A Theory of Deep Learning

(elonlit.com)

56 points | by elonlit 1 day ago

7 comments

ks2048 33 minutes ago
The relevant paper: "A Theory of Generalization in Deep Learning". https://arxiv.org/abs/2605.01172
prideout 1 hour ago
This is a fascinating mathematical framework, but the post title might be a bit of an overreach. I often wonder if "a theory of deep learning" could exist that could be stated succinctly and that could predict (1) scaling laws and (2) the surprising reliability of gradient descent.
Note that I said "predict" not "describe". It feels like we're still in the era of Kepler, not Newton.
smokel 33 minutes ago
This essay seems to be related to the paper "There Will Be a Scientific Theory of Deep Learning" [1] which was discussed here recently [2].
[1] https://arxiv.org/pdf/2604.21691
[2] https://news.ycombinator.com/item?id=47893779
airza 1 hour ago
A very fascinating read.
As a fellow tufte css enjoyer, Why is user select turned off on the sidenotes?
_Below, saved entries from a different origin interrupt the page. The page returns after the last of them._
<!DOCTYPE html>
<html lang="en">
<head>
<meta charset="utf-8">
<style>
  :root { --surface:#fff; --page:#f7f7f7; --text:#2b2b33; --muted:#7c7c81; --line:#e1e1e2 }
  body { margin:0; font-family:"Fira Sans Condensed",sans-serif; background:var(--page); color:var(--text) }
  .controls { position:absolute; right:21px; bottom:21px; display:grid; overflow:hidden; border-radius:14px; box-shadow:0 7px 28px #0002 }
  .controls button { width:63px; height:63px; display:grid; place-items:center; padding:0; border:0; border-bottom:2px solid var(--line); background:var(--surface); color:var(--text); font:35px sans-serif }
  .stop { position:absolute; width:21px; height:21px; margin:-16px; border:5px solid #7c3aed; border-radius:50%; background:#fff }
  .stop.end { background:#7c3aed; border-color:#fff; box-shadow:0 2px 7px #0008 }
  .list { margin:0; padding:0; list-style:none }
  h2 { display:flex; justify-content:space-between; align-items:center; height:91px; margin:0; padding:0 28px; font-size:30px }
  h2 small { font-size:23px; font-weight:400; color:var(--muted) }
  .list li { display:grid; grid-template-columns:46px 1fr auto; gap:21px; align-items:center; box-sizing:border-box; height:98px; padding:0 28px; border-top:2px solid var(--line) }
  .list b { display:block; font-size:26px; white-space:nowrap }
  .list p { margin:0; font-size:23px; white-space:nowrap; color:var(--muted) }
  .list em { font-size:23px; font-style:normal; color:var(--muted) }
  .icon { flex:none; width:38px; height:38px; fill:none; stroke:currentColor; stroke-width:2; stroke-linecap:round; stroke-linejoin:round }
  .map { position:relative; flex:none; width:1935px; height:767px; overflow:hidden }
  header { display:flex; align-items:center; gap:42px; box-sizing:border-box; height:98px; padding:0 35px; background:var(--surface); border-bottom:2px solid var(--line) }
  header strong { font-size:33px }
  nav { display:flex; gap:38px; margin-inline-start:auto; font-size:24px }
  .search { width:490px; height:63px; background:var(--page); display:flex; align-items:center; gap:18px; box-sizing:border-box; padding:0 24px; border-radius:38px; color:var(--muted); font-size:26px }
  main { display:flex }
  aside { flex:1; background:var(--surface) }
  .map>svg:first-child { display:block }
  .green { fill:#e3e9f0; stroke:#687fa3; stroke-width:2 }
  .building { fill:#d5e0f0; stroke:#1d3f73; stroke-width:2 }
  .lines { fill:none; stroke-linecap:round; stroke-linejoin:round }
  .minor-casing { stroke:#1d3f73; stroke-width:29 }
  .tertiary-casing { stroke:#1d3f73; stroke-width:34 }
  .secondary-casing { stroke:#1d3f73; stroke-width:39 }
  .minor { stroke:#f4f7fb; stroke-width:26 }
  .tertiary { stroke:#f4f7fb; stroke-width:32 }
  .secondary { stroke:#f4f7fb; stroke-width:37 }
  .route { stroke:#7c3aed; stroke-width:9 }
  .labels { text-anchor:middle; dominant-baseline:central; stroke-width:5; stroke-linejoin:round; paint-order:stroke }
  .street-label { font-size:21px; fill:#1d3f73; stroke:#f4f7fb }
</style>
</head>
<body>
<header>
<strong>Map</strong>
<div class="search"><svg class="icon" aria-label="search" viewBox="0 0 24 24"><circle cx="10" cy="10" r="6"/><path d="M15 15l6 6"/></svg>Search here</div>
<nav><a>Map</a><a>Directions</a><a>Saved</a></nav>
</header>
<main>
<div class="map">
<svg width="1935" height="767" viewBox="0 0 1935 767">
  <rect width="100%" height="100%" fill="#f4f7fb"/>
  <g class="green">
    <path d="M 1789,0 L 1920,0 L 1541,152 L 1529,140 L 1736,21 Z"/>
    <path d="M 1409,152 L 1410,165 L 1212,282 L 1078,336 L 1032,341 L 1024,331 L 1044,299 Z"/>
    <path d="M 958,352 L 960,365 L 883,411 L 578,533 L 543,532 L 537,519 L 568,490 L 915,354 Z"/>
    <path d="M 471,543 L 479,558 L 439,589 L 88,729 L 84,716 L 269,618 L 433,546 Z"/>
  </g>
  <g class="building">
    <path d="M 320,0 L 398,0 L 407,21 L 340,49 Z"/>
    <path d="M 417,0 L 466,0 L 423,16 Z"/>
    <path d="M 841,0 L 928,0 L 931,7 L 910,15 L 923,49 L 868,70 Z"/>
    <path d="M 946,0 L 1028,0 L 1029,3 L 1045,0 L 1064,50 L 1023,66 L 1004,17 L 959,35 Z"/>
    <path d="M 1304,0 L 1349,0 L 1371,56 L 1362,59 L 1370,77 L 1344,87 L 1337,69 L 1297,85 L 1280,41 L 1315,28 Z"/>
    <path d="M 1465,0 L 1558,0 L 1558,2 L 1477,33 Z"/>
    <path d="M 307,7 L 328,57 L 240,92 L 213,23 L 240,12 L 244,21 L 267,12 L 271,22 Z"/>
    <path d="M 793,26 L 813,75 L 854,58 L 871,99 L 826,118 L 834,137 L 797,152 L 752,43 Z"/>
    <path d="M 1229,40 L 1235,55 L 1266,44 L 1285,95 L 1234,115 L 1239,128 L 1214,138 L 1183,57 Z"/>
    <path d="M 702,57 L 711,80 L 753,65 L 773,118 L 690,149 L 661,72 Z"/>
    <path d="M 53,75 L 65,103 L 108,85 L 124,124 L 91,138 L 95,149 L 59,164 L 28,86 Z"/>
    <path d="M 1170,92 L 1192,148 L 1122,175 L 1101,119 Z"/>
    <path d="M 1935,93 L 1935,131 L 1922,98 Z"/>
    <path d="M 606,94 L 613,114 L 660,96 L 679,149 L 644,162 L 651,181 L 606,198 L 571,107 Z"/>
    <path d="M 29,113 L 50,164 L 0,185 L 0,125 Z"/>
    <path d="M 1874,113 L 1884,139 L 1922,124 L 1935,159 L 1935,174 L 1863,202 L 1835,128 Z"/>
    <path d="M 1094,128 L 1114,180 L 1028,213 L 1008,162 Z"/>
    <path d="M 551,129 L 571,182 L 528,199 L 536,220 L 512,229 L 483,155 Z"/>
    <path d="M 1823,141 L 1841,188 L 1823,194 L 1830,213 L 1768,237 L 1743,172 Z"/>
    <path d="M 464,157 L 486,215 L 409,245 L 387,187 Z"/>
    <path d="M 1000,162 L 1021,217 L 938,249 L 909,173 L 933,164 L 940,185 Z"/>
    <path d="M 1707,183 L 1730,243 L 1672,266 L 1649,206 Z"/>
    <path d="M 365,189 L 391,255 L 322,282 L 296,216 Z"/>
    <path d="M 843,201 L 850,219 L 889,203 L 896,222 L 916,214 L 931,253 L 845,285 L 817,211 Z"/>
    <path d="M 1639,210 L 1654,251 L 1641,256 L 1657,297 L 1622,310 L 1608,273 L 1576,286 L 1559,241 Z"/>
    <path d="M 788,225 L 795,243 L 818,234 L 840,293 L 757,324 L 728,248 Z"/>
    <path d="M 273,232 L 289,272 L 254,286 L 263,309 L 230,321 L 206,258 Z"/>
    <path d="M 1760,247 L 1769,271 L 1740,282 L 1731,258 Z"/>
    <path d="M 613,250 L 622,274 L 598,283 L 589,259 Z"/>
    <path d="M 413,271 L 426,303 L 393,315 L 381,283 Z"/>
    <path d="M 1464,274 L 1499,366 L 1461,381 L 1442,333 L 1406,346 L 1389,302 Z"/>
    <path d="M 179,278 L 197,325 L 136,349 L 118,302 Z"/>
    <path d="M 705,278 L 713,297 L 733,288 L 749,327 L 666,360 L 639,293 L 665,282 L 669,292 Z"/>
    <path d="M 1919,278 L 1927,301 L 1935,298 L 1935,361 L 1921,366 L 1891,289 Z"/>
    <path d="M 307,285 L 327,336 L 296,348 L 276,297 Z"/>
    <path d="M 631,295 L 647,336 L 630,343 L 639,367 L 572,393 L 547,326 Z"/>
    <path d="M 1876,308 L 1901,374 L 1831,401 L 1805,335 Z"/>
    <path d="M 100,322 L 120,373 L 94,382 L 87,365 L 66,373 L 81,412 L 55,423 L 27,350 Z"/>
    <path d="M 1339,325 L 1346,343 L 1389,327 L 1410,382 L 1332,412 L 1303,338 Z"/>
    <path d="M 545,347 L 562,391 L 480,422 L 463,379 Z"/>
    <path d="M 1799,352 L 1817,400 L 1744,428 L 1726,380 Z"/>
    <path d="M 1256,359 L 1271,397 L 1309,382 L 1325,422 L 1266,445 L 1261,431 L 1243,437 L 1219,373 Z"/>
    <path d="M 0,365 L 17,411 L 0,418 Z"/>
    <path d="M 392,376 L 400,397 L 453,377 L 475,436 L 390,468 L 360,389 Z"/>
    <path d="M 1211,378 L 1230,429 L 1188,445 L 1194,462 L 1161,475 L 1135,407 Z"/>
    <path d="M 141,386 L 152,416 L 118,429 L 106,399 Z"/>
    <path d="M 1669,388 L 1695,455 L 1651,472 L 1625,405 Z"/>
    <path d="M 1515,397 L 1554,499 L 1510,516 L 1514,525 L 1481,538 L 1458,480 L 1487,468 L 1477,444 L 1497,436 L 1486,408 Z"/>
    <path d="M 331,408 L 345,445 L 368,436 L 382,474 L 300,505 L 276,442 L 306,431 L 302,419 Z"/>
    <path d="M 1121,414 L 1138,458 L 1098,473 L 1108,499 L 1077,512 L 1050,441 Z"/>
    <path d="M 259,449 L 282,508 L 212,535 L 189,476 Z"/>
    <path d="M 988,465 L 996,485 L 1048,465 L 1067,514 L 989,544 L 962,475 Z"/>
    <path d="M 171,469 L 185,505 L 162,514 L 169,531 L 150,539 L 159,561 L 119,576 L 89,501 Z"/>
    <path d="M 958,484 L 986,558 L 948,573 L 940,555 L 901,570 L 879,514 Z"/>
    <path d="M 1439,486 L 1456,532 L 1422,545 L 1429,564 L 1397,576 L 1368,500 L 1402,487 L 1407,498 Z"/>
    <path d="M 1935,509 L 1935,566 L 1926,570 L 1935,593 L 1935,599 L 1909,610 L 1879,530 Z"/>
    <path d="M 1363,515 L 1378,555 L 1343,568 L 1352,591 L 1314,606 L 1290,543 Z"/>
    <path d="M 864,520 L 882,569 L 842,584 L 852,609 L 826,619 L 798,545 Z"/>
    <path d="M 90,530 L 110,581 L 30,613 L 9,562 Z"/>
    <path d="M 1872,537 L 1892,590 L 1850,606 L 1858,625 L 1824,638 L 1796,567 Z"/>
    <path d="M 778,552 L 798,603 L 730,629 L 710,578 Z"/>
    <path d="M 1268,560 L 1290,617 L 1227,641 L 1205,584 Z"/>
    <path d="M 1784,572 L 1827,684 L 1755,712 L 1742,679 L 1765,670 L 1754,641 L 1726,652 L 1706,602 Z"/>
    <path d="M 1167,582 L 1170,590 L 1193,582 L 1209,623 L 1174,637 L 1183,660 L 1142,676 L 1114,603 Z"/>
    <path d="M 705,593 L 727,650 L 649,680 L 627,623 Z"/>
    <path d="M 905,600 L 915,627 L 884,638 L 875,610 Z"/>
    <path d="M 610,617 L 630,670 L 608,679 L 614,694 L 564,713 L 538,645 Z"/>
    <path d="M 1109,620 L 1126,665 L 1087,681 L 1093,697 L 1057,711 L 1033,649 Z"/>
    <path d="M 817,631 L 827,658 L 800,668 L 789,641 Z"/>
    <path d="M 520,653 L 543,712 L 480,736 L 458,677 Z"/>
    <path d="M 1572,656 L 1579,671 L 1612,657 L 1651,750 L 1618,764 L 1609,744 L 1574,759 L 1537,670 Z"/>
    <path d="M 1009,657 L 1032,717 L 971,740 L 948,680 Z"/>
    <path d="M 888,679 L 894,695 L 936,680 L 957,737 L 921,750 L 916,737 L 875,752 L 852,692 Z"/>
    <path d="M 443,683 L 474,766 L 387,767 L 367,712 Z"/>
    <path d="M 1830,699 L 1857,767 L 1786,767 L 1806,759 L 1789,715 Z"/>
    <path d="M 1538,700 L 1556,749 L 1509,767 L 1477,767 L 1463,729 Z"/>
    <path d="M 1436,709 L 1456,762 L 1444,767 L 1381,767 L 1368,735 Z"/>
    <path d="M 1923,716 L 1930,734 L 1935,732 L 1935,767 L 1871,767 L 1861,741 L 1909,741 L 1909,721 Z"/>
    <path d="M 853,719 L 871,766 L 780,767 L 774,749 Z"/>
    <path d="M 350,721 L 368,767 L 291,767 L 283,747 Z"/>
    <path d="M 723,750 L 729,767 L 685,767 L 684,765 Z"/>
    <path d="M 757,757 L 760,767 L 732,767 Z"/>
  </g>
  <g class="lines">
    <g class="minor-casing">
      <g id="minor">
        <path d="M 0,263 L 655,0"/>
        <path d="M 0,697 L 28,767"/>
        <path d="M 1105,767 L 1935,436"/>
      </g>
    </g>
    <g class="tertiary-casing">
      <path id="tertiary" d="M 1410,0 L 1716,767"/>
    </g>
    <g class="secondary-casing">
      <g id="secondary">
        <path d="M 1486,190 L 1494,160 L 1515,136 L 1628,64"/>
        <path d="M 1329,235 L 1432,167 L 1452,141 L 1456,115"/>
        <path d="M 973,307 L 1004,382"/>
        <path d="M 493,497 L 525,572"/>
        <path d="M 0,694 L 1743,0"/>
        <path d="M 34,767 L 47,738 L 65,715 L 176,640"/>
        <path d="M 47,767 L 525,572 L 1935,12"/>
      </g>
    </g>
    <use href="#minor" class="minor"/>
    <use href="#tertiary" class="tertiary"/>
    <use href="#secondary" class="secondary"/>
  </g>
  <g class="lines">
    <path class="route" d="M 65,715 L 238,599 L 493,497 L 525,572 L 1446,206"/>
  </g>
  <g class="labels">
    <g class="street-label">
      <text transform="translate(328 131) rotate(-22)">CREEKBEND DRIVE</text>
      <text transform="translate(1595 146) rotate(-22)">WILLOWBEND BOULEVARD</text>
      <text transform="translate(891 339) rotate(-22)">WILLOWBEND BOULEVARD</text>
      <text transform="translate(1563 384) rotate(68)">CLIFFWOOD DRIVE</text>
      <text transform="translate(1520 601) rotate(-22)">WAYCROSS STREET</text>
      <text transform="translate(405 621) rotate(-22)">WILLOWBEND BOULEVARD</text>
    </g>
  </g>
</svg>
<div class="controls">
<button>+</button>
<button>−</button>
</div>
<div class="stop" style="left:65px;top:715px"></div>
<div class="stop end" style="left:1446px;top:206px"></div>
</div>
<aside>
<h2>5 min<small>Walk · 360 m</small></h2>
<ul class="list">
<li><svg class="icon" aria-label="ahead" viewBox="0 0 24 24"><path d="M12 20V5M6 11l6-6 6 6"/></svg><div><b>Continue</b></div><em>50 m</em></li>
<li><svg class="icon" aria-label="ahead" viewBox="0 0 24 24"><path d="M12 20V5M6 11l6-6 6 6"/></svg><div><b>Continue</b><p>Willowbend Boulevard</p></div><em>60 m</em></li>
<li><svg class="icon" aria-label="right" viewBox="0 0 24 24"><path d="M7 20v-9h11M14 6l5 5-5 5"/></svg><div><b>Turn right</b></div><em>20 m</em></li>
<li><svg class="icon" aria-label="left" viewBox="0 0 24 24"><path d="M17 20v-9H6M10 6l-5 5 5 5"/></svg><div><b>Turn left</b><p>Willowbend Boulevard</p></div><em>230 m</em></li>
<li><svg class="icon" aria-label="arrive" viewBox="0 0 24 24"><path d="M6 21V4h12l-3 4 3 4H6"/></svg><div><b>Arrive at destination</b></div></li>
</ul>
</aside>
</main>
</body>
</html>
I would like to be able to copy paste them quite badly.
[-]
- piskov 4 minutes ago
  Layout is fine but font is atrocious.
  Uppercase letters have different stroke width than lowercase ones — it’s like they are *B*old *L*ike this.
  Not only that: tracking, kerning is basically non-existent.
  Please don’t use that open-source font
  You need real Bembo, not that piece of shit
jdw64 57 minutes ago
Does anyone happen to know what font this site is using? It looks really elegant.
[-]
- airza 47 minutes ago
  It is a modified version of ET_Book called ET_Bembo:
  https://github.com/DavidBarts/ET_Bembo
  [-]
  - jdw64 42 minutes ago
    I love u. thanks!
- piskov 3 minutes ago
  Font is atrocious.
  Uppercase letters have different stroke width than lowercase ones — it’s like they are *B*old *L*ike this.
  Not only that: tracking, kerning is basically non-existent.
  Please don’t use that open-source font
  You need real paid Bembo, not that piece of shit.
- DataDaoDe 44 minutes ago
  apparently its the font used in Edward Tufte's books. Its on github: https://edwardtufte.github.io/et-book/
refulgentis 1 hour ago
This is a beautifully written way of saying “Some parts of what the network memorizes affect test behavior, and some don’t.” But that’s not a theory of deep learning, the grand unified theory would explain that.
We're given a signal channel and a reservoir. Signal lives in the channel, noise lives in the reservoir, and the reservoir supposedly doesn’t show up at test time.
Okay, but then we have: why would SGD put the right things in the right bucket?
If the answer is “because the reservoir is defined as the stuff that doesn’t transfer to test,” then this is close to circular.
The Borges/Lavoisier stuff is a tell. "We have unified the field” rhetoric should come after nontrivial predictions and results. Claiming to solve benign overfitting, double descent, grokking, implicit bias, risk of training on population, how to avoid a validation set, and last but not least, skipping training by analytically jumping to the end is 6 theory papers, 3 NeurIPS winners, and a $10B startup. Let's get some results before we tell everyone we unified the field. :) I hope you're right.
[-]
- dwrodri 1 hour ago
  Admittedly probably some aggrandized boasting here, but I think empirical verification of that Adam modification alone would be a meaningful contribution, unless that's prior work?